Records to process:
□ □ □ □
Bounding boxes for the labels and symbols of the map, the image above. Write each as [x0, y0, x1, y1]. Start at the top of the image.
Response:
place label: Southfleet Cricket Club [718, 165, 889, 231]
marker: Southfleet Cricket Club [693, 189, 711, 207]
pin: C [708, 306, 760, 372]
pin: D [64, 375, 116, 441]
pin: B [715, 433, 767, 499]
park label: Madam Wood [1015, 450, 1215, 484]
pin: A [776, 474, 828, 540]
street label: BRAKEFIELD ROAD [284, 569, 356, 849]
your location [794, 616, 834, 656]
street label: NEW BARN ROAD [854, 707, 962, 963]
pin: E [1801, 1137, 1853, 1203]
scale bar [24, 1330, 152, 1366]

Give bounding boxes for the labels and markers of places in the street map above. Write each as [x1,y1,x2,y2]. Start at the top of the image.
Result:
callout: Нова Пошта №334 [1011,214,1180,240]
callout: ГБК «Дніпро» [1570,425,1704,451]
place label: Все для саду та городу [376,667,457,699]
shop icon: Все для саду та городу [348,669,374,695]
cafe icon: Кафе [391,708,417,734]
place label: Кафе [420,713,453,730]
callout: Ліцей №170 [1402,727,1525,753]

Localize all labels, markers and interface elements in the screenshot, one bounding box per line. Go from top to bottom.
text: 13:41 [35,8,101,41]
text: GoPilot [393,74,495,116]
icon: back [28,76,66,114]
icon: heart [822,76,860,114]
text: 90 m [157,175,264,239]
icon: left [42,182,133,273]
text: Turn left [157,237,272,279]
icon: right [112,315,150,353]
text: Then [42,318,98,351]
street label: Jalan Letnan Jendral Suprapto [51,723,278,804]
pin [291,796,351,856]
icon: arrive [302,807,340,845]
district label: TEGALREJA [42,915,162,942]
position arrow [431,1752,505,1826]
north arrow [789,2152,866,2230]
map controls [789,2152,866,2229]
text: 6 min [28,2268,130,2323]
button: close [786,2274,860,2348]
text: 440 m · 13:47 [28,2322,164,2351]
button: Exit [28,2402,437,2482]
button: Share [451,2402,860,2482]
□ □ □ □
Exercise aim:
Give the data again, exactly as it stands.

Response to the exercise:
Bounding boxes for the labels and symbols of the map, the image above. Write each as [x0, y0, x1, y1]. Start at the top of the image.
Response:
place label: Southfleet Cricket Club [718, 165, 889, 231]
marker: Southfleet Cricket Club [693, 189, 711, 207]
pin: C [708, 306, 760, 372]
pin: D [64, 375, 116, 441]
pin: B [715, 433, 767, 499]
park label: Madam Wood [1015, 450, 1215, 484]
pin: A [776, 474, 828, 540]
street label: BRAKEFIELD ROAD [284, 569, 356, 849]
your location [794, 616, 834, 656]
street label: NEW BARN ROAD [854, 707, 962, 963]
pin: E [1801, 1137, 1853, 1203]
scale bar [24, 1330, 152, 1366]

Give bounding boxes for the labels and markers of places in the street map above. Write each as [x1,y1,x2,y2]. Start at the top of the image.
Result:
callout: Нова Пошта №334 [1011,214,1180,240]
callout: ГБК «Дніпро» [1570,425,1704,451]
place label: Все для саду та городу [376,667,457,699]
shop icon: Все для саду та городу [348,669,374,695]
cafe icon: Кафе [391,708,417,734]
place label: Кафе [420,713,453,730]
callout: Ліцей №170 [1402,727,1525,753]

Localize all labels, markers and interface elements in the screenshot, one bounding box per line. Go from top to bottom.
text: 13:41 [35,8,101,41]
text: GoPilot [393,74,495,116]
icon: back [28,76,66,114]
icon: heart [822,76,860,114]
text: 90 m [157,175,264,239]
icon: left [42,182,133,273]
text: Turn left [157,237,272,279]
icon: right [112,315,150,353]
text: Then [42,318,98,351]
street label: Jalan Letnan Jendral Suprapto [51,723,278,804]
pin [291,796,351,856]
icon: arrive [302,807,340,845]
district label: TEGALREJA [42,915,162,942]
position arrow [431,1752,505,1826]
north arrow [789,2152,866,2230]
map controls [789,2152,866,2229]
text: 6 min [28,2268,130,2323]
button: close [786,2274,860,2348]
text: 440 m · 13:47 [28,2322,164,2351]
button: Exit [28,2402,437,2482]
button: Share [451,2402,860,2482]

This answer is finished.